Le danger du radon était-il jusqu'à présent sous-estimé ? Quoi qu'il en soit l'Organisation mondiale de la santé a préféré diviser par 10 le seuil recommandé pour ce gaz radioactif naturel, incolore et inodore. Le radon est le deuxième facteur de risque de cancer du poumon dans le monde, après le tabagisme.
Le radon présent dans la terre
Ce gaz naturel s'échappe de la surface de la Terre et contient des particules radioactives. Dilué à l'air libre, le radon peut s'avérer dangereux s'il s'accumule dans une habitation, en fonction de la quantité d'uranium présente dans le sous-sol. Il pénétre par des fissures dans les fondations.
Selon l'Organisation mondiale pour la santé, les mesures pour améliorer l'aération doivent s'appliquer surtout en hiver, où l'on observe les concentrations les plus élevées de ce gaz car les fenêtres restent plus souvent fermées.

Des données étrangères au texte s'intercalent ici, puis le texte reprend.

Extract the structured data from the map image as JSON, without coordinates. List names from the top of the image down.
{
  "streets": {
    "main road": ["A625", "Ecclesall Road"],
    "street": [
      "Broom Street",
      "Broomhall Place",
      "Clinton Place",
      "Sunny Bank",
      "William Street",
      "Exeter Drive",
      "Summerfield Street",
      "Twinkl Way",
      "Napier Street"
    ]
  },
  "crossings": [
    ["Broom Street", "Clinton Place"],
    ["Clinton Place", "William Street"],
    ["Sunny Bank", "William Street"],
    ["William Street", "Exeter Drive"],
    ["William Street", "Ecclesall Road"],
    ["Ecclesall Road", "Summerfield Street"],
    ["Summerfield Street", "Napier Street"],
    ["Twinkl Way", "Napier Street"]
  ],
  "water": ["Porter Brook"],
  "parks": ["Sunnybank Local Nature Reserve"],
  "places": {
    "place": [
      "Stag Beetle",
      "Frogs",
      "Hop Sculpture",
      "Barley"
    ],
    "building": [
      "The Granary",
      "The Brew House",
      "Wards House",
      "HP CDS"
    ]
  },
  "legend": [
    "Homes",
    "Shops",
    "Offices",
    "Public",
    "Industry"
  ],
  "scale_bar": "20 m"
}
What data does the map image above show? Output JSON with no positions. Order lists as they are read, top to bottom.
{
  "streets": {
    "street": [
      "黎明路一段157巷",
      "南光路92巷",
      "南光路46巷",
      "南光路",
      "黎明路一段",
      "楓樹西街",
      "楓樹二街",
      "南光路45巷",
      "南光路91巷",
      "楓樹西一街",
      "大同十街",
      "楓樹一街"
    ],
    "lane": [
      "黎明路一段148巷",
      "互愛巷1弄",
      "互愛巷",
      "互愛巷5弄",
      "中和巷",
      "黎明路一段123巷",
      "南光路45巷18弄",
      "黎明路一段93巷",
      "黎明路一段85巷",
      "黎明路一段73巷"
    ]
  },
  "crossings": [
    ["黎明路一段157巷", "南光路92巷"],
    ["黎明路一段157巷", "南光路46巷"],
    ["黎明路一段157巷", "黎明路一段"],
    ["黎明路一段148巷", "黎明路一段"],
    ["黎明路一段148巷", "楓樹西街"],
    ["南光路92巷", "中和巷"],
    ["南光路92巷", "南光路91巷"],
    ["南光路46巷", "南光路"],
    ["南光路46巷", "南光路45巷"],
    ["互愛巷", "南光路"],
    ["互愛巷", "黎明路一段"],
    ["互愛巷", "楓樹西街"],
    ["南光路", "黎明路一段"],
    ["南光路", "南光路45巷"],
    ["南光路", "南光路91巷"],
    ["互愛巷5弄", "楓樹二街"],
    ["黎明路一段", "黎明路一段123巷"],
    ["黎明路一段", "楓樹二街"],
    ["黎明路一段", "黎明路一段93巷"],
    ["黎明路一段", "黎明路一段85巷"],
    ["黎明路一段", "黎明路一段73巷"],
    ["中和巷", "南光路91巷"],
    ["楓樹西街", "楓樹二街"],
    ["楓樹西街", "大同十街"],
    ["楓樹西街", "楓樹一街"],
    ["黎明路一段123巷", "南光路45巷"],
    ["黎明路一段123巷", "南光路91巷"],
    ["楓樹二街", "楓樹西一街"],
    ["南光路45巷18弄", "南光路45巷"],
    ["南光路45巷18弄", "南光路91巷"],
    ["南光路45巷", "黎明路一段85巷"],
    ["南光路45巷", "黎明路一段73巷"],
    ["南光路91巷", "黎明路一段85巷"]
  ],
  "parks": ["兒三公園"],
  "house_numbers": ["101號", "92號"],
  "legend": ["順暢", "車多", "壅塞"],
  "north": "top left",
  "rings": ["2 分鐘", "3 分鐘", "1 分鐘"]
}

Un niveau de référence proposé
"Au vu des dernières données scientifiques, l'Organisation mondiale de la santé propose un niveau de référence de 100 Becquerels par mètre cube afin de minimiser les dangers pour la santé dus à l'exposition au radon" dans des locaux fermés.
Ne pas dépasser les 300 Bq/m3
"Toutefois, si ce niveau ne peut pas être atteint en raison des conditions spécifiques de certains pays, le niveau de référence choisi ne devrait pas dépasser 300 Bq/m3" signale l'organisation onusienne.
Rappelons que son précédent rapport fixait en 1996 le seuil maximum recommandé à 1.000 Becquerels par mètre cube. "Les estimations actuelles concernant la proportion de cancers du poumon qui sont attribuables au radon oscille entre 3% et 14% en fonction de la moyenne de concentration du radon dans chaque pays et des méthodes de calculs" indique le rapport.